The descriptor needs to be registered within the delivering module via a call to the application.setup() function:

forml.application.setup(descriptor: application.Descriptor) None[source]

Interface for registering application descriptor instances.

This function is expected to be called exactly once from within the application descriptor file.

The true implementation of this function is only provided when imported within the application loader context (outside the context this is effectively no-op).

descriptor: application.Descriptor

Application descriptor instance.

 from forml import application

 APP = application.Generic('forml-example-titanic')

Generic Application

In addition to the abstract application.Descriptor, ForML for convenience also provides a generic out-of-the-box implementation suitable for most typical scenarios.

This implements the data interpretation simply using the available layout.get_decoder and layout.get_encoder codecs and for the model selection it introduces a concept of pluggable application.Selector strategies.

class forml.application.Generic(name: str, selector: application.Selector | None = None)[source]

Bases: Descriptor

Generic application descriptor for basic serving scenarios.

It simply runs the directly decoded (using the available decoders) request payload through the model/generation selected using the provided application.Selector and returns the directly encoded (using the available encoders) outcomes as the response.

name: str

The (unique) name for this application registration/lookup.

selector: application.Selector | None = None

Implementation of a particular model-selection strategy (defaults to application.Latest selector expecting the project name to be matching the application name).


>>> APP = application.Generic('forml-example-titanic')

Generic applications are configured with particular model selection strategies provided as implementations of the following application.Selector base class:

class forml.application.Selector[source]

Abstract base class for the model selection strategy to be used by the application.Generic descriptors.

abstract select(registry: asset.Directory, context: Any, stats: runtime.Stats) asset.Instance[source]

Select the model instance to be used for serving the request.

See also

This serves the same purpose as the method only extracted as a separate object.

registry: asset.Directory

Model registry to select the model from.

context: Any

Optional metadata carried over from the application.Descriptor.receive.

stats: runtime.Stats

Application specific serving metrics.


Model instance.


Following are available implementations of model selection strategies to be used when configuring any generic application.

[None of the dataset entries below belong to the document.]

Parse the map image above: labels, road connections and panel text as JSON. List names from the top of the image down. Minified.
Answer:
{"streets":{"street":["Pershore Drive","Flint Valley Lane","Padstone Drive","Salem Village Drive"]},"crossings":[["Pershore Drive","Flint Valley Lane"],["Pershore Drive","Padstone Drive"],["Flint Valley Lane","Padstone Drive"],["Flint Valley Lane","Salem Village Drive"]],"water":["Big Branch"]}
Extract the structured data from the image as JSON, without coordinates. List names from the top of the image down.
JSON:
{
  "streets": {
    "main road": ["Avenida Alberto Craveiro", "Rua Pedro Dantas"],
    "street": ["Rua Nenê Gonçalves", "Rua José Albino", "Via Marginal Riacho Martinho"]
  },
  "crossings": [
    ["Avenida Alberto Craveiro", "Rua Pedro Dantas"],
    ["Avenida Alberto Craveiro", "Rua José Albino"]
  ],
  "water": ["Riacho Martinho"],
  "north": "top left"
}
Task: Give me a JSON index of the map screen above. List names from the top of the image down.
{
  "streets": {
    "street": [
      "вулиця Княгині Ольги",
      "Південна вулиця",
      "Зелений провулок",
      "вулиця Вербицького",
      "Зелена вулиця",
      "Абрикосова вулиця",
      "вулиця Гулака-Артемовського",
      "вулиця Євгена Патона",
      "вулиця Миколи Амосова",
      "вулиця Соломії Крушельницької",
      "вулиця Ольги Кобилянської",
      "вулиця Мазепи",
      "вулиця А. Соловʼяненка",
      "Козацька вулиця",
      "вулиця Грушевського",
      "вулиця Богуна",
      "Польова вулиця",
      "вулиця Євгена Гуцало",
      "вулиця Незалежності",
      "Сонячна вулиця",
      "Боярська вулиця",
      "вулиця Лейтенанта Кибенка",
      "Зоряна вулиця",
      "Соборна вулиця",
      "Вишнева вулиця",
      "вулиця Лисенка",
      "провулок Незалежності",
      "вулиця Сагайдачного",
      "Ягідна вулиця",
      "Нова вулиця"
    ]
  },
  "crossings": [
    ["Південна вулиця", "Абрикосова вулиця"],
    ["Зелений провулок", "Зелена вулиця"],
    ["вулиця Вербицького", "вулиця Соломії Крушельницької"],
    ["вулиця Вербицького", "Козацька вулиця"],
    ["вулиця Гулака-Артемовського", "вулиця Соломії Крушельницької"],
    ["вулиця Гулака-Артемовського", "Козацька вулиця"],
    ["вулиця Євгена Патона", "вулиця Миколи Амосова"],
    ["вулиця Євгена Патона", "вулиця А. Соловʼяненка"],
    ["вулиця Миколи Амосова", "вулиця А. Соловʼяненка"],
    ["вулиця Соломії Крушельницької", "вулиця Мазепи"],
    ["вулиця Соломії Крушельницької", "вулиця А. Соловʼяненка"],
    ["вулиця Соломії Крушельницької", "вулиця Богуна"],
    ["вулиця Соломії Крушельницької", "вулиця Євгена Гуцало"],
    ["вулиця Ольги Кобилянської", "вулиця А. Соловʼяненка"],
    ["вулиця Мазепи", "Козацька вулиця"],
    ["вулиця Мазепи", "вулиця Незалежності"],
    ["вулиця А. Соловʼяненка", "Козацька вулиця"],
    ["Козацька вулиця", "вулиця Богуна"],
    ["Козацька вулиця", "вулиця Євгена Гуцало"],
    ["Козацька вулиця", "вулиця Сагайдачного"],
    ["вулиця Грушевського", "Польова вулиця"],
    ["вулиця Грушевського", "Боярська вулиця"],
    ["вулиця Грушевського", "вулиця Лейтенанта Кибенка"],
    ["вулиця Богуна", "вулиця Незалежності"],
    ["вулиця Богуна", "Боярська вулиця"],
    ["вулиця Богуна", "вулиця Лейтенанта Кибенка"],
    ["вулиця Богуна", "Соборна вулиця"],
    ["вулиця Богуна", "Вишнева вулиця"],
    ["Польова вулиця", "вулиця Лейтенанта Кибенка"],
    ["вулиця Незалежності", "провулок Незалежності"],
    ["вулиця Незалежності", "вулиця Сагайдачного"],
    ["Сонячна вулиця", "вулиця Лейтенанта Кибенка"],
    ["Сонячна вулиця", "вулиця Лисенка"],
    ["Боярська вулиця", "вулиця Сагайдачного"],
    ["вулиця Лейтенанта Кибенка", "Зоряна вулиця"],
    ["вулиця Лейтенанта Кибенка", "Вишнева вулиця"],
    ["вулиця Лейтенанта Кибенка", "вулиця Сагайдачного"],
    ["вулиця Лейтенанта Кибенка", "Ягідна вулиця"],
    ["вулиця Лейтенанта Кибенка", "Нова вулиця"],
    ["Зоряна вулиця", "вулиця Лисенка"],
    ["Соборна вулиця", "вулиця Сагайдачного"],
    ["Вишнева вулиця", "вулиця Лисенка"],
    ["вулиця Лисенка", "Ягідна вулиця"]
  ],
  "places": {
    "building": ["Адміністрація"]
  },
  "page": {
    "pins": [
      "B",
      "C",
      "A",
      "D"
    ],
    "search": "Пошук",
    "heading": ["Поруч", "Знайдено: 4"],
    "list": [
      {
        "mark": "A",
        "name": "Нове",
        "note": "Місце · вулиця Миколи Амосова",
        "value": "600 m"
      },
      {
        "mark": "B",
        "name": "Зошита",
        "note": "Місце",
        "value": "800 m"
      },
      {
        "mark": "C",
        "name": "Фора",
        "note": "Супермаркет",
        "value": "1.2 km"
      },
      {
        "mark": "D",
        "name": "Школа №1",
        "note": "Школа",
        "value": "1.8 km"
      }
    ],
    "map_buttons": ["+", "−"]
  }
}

class forml.application.Explicit(project: str | asset.Project.Key, release: str | asset.Release.Key, generation: str | int | asset.Generation.Key)[source]

Bases: Selector

Model selection strategy always choosing an explicit model generation.

project: str | asset.Project.Key

Project reference of the selected model.

release: str | asset.Release.Key

Project release reference of the selected model.

generation: str | int | asset.Generation.Key

Project generation reference of the selected model.

class forml.application.Latest(project: str | asset.Project.Key, release: str | asset.Release.Key | None = None)[source]

Bases: Selector

Model selection strategy choosing an instance of the most recent model release/generation.


Currently, the instance is cached indefinitely and so updates to the registry are not dynamically reflected.

project: str | asset.Project.Key

Project reference to choose the most recent generation from.

release: str | asset.Release.Key | None = None

Optional release to choose the most recent generation from.


Applications get deployed by publishing into an application inventory used by the particular serving engine. Unlike the project artifacts, applications are not versioned and are only held in a flat namespace depending on the uniqueness of each application name. (Re)publishing an application with an existing name overwrites the original instance.

$ forml application put
$ forml application list


The name of the module containing the application descriptor is (from the publishing perspective) functionally meaningless. The only relevant identifier is the application name.